While William Carroll, chairman of the port board, said a week ago he expected the meeting today to yield a final report, he was noncommittal yesterday.

"I don't know," he said. "I won't know until we're done."

Today's meeting at 1 p.m. in a fourth-floor conference room at the National City Bank building, 405 Madison Ave., is likely to start with a closed-door "executive session" discussion, "and then we'll come out of that and talk about it," Mr. Carroll said.

The port authority is investigating Mayor Carty Finkbeiner's July 11 accusation that Mr. Hartung steered lobbying funds to Kathy Teigland, a former aide to U.S. Sen. Mike DeWine (R., Ohio) who was hired as a lobbyist for a consortium of Lucas County governments, colleges, and economic development agencies.

Mr.

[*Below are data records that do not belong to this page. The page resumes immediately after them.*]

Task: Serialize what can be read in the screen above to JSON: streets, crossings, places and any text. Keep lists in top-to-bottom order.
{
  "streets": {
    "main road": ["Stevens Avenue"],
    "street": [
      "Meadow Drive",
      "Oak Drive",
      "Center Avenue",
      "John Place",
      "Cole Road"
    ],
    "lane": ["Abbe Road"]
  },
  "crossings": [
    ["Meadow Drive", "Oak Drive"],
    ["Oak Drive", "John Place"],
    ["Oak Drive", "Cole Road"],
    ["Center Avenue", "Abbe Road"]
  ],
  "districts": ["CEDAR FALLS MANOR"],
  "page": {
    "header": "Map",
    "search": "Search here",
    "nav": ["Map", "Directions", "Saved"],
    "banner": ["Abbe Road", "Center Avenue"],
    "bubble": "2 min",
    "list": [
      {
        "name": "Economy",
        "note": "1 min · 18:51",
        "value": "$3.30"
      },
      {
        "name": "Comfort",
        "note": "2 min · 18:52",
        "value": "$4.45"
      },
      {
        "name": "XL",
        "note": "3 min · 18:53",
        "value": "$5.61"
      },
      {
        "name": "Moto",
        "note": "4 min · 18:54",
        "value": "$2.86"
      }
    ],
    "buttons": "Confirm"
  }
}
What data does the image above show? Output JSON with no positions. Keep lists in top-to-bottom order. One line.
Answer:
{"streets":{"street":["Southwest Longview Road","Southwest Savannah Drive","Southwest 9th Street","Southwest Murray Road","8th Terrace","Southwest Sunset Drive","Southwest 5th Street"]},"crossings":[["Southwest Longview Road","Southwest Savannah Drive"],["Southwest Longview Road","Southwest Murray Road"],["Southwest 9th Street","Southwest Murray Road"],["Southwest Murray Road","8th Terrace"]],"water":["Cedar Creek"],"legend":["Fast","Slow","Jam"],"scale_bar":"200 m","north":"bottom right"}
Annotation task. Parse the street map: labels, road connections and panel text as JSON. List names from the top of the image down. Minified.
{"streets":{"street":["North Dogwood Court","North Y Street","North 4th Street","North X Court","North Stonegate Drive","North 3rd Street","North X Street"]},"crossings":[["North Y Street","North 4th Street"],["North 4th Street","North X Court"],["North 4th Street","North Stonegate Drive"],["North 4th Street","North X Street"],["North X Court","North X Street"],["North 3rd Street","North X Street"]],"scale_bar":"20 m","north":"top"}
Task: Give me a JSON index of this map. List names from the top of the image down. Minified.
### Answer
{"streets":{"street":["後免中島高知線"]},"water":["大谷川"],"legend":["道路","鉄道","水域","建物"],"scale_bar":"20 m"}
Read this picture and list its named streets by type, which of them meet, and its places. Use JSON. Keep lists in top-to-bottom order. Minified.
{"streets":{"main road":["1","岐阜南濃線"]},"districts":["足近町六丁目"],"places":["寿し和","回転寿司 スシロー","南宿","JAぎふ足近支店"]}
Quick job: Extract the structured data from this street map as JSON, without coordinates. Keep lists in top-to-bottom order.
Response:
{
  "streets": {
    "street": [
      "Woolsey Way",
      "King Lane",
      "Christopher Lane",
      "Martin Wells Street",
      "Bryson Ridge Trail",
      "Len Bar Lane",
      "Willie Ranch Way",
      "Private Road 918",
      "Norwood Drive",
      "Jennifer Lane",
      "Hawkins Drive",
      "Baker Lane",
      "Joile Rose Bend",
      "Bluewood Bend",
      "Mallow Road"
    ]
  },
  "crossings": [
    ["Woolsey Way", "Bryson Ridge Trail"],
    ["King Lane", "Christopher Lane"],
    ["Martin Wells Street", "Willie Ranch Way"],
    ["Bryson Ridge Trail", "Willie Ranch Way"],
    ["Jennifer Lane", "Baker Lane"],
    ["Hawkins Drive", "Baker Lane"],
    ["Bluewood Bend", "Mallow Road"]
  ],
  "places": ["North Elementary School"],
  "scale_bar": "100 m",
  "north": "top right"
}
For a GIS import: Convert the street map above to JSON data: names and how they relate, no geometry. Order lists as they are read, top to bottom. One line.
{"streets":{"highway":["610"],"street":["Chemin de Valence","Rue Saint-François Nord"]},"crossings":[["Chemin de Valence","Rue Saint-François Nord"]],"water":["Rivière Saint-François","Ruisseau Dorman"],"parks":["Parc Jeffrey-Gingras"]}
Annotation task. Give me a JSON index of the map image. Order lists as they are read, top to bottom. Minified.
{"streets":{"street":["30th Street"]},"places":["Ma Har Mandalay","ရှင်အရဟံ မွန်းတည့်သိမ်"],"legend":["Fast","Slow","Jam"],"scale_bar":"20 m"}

Finkbeiner also accused Mr. Hartung, who is married, of having an affair with Ms. Teigland at the same time the port authority recommended her lobbying firm to the Northwest Ohio Legislative Consortium.

The mayor said he learned of the purported affair from "recognized persons in our community."

Spengler Nathanson has been the port authority's "outside counsel" on numerous matters, including a review earlier this year of the agency's handling of a separation agreement with James Mettler, the vice president for new project development who resigned in January and received a $40,000 buyout plus six months' health coverage.

Mayor Finkbeiner has declared Spengler Nathanson too cozy with the port authority to be able to conduct a disinterested inquiry and has directed the city to conduct its own investigation.

Carla Firestone, a port authority spokesman, said yesterday that the port authority had fulfilled more than half of a public records request the city filed with her agency on July 21.

The port authority turned over 820 pages of documents to the city on Friday and 523 on Monday, she said, and notified city officials yesterday that another 1,150 pages were ready for their review.

Documents already turned over include copies of receipts Ms. Teigland submitted for expenses incurred lobbying on behalf of the consortium.

Notable among those was a $1,377.59 food-and-beverage bill from a Washington restaurant that included a $275 gratuity. No further detail of that bill, or the occasion for it, was provided.

Along with discussion concerning Mr. Hartung's conduct, the port board's agenda today includes consideration of placing a renewal or replacement of the agency's Lucas County property tax levy on the Nov. 4 election ballot.

The port authority collects a 0.4-mill tax on county real estate to pay for capital acquisitions and its neighborhood-redevelopment grant program. The levy, which generates about $2.2 million annually, is due to expire at the end of 2009.